▶ Work task
Work out how many lines of the records hold the string "shaded", and reply with that number alone.

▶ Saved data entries

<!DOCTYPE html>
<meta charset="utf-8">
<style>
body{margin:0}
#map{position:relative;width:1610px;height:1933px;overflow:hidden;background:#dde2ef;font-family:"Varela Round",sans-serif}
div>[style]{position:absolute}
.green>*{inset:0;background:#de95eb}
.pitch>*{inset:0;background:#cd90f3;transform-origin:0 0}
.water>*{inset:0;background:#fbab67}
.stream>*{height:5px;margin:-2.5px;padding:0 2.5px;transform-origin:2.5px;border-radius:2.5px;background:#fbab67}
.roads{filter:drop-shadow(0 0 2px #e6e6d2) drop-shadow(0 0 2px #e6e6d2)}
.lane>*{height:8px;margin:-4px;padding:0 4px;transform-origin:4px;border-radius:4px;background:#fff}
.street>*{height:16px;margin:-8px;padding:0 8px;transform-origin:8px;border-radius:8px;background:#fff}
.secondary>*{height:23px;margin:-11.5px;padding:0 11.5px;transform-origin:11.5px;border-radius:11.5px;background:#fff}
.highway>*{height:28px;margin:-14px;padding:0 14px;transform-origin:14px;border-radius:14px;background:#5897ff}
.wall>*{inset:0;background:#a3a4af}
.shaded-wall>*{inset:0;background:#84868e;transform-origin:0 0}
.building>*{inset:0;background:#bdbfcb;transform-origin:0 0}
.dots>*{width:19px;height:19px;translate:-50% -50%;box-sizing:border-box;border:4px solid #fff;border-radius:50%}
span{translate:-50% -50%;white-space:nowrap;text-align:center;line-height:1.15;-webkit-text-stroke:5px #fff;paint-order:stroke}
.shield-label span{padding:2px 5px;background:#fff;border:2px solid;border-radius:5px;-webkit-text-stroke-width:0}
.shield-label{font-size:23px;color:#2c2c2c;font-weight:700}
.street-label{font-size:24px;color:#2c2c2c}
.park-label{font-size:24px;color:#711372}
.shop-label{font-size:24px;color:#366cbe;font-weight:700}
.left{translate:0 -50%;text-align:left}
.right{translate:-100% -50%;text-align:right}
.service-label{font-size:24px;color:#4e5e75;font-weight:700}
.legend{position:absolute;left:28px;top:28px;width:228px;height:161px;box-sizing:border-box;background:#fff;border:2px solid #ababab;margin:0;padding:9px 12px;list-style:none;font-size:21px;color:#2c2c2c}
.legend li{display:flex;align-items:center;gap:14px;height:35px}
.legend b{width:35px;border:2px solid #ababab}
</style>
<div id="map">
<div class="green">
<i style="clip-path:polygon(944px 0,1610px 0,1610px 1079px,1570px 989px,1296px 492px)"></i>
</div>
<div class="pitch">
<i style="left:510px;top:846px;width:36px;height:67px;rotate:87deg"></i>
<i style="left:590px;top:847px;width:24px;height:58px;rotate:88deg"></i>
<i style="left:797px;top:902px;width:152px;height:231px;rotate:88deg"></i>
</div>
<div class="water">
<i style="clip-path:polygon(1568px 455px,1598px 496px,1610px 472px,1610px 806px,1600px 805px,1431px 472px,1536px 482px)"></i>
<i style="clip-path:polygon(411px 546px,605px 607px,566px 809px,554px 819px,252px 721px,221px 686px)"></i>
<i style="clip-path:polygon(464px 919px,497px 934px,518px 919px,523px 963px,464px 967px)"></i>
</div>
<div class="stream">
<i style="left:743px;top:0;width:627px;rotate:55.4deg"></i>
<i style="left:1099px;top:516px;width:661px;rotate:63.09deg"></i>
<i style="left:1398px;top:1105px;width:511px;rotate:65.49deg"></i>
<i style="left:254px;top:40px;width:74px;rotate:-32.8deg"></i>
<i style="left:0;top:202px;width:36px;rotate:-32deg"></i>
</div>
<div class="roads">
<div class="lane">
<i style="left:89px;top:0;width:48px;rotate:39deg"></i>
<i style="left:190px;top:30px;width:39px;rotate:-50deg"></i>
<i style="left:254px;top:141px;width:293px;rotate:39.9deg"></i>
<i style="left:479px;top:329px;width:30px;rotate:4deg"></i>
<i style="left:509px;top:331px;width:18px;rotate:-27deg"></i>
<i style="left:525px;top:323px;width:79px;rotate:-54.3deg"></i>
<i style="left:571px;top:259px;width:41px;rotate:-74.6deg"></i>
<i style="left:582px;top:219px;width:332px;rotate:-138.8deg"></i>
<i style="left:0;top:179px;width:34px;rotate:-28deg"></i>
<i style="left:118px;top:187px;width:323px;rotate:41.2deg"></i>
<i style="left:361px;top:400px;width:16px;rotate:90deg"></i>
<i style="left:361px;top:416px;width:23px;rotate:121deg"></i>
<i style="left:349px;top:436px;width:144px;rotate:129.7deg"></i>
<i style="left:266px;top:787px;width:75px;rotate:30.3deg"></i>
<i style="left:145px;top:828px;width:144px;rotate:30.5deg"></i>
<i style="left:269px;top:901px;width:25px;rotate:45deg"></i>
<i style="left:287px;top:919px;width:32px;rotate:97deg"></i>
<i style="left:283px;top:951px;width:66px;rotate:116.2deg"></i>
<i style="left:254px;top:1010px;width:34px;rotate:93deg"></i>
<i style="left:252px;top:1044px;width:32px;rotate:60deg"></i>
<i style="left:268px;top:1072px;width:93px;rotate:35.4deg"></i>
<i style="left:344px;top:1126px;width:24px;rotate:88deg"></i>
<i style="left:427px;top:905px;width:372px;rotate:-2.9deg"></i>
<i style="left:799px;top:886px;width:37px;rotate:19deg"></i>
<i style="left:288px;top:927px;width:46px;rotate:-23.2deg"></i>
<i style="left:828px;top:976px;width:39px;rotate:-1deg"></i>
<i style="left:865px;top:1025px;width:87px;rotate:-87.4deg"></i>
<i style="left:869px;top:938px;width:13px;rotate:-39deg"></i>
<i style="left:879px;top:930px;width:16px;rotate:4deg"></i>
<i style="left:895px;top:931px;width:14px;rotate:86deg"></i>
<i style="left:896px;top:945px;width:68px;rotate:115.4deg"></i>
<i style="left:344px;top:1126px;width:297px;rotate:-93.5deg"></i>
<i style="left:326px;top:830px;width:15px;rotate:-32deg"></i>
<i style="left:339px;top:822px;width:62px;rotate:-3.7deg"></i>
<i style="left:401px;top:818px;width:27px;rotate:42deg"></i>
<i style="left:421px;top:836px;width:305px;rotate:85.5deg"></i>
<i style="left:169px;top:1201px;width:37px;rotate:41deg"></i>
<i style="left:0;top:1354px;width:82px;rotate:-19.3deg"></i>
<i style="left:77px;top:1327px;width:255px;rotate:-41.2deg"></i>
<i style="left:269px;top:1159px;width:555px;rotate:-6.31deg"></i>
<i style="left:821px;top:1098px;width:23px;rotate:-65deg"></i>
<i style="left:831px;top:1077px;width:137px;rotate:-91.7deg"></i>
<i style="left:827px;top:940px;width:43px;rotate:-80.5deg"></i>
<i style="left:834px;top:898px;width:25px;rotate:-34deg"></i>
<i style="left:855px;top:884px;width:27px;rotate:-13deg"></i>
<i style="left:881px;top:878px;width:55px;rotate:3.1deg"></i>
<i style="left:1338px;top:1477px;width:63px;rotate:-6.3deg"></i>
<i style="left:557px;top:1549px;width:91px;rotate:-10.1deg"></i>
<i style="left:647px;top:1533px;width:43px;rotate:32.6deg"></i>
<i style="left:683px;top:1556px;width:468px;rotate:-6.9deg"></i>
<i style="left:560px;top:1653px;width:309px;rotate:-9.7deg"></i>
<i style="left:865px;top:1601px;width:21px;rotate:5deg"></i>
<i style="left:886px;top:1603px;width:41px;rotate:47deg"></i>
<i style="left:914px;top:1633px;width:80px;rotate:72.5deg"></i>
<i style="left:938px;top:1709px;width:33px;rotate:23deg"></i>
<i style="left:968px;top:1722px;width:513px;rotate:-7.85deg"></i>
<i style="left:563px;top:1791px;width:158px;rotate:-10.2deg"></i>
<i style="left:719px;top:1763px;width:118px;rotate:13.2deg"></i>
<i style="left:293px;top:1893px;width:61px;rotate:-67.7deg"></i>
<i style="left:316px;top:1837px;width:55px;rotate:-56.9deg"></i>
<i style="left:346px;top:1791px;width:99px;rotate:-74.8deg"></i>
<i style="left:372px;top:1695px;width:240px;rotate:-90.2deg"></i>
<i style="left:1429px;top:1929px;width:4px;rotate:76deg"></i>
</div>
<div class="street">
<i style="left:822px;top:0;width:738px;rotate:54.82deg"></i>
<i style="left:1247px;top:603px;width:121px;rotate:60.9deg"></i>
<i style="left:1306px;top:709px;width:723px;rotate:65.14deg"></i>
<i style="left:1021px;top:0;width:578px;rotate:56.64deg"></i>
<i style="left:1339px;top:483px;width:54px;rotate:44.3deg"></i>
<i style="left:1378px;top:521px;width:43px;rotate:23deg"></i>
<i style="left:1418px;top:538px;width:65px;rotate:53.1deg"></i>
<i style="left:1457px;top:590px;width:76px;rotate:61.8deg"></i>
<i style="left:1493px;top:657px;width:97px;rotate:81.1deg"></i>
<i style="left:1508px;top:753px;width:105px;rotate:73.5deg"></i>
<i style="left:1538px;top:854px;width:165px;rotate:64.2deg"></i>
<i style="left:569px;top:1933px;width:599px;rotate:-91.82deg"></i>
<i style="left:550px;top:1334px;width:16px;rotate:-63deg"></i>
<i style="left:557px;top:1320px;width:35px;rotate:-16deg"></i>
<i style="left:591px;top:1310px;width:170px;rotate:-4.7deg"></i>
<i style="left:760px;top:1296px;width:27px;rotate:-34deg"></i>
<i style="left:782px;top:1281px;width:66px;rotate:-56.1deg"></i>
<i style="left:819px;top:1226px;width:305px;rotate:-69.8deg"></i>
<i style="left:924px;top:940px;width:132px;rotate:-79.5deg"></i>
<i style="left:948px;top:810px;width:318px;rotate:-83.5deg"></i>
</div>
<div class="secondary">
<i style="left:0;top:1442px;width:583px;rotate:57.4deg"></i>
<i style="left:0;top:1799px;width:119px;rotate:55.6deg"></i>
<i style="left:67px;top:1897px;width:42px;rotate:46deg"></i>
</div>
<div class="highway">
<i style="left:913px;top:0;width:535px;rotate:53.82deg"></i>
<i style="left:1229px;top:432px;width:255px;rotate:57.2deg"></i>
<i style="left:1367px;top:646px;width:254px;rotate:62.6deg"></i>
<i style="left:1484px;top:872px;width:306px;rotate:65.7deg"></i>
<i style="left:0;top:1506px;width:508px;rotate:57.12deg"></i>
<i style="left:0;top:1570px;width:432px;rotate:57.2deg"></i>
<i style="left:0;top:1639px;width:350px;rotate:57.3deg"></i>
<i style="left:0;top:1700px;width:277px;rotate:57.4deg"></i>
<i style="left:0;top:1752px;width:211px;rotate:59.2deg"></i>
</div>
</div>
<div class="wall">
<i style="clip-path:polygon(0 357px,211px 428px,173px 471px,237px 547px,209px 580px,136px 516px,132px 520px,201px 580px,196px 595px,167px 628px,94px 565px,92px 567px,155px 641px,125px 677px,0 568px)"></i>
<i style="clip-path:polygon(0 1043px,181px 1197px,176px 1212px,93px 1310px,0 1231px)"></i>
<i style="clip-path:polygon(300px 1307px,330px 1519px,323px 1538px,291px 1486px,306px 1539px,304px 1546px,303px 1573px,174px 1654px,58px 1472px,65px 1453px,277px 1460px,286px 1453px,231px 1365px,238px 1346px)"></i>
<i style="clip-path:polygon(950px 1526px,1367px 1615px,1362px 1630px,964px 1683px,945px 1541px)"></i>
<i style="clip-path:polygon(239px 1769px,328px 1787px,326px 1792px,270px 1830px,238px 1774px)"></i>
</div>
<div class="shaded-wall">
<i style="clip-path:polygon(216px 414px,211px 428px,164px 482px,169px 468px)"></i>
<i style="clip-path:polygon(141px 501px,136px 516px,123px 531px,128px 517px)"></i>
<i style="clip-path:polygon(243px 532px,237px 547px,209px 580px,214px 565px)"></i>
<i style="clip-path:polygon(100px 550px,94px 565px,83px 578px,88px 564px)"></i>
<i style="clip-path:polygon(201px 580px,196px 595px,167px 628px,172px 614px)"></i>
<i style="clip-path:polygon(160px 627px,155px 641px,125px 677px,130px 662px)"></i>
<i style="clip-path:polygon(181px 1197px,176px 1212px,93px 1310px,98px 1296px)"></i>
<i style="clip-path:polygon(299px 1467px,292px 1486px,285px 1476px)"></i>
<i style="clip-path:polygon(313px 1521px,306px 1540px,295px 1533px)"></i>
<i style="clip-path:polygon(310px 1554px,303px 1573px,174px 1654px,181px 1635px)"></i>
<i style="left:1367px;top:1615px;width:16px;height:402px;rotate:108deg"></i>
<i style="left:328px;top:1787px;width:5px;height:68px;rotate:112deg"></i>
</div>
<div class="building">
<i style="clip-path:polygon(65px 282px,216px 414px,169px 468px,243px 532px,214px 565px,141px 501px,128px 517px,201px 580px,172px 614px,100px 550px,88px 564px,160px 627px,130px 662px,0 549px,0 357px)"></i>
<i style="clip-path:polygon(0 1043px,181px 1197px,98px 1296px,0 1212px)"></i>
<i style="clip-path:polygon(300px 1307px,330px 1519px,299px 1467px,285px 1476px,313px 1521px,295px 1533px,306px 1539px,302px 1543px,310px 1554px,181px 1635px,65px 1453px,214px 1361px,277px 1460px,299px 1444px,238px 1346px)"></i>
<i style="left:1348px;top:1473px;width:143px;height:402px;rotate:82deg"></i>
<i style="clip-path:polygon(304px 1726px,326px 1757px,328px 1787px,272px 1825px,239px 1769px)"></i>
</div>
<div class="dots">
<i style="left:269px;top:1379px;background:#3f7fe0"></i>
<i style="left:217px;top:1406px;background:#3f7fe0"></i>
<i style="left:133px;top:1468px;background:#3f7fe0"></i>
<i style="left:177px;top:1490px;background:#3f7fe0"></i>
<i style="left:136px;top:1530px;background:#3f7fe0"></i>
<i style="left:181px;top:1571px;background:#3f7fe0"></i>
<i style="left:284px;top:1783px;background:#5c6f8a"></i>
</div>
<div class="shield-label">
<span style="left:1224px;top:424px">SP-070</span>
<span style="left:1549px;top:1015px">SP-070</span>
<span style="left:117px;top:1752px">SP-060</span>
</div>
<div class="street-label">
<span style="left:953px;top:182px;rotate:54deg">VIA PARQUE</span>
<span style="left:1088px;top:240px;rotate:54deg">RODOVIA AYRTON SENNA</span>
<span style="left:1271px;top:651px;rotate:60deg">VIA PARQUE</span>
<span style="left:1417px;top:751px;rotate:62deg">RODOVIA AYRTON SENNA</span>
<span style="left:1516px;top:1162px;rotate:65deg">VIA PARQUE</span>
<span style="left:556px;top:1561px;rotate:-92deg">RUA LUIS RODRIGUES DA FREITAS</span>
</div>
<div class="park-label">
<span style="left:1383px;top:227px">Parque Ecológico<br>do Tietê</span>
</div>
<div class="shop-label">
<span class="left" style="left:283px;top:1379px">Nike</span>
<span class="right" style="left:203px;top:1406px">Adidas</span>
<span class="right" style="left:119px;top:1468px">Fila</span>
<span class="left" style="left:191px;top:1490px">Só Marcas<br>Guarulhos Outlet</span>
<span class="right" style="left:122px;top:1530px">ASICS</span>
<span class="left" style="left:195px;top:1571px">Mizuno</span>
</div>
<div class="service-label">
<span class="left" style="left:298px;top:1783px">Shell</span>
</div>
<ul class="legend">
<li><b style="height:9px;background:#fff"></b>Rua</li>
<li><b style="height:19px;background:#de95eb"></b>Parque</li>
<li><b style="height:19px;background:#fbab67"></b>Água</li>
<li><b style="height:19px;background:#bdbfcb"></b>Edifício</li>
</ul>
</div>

▶ Task response
2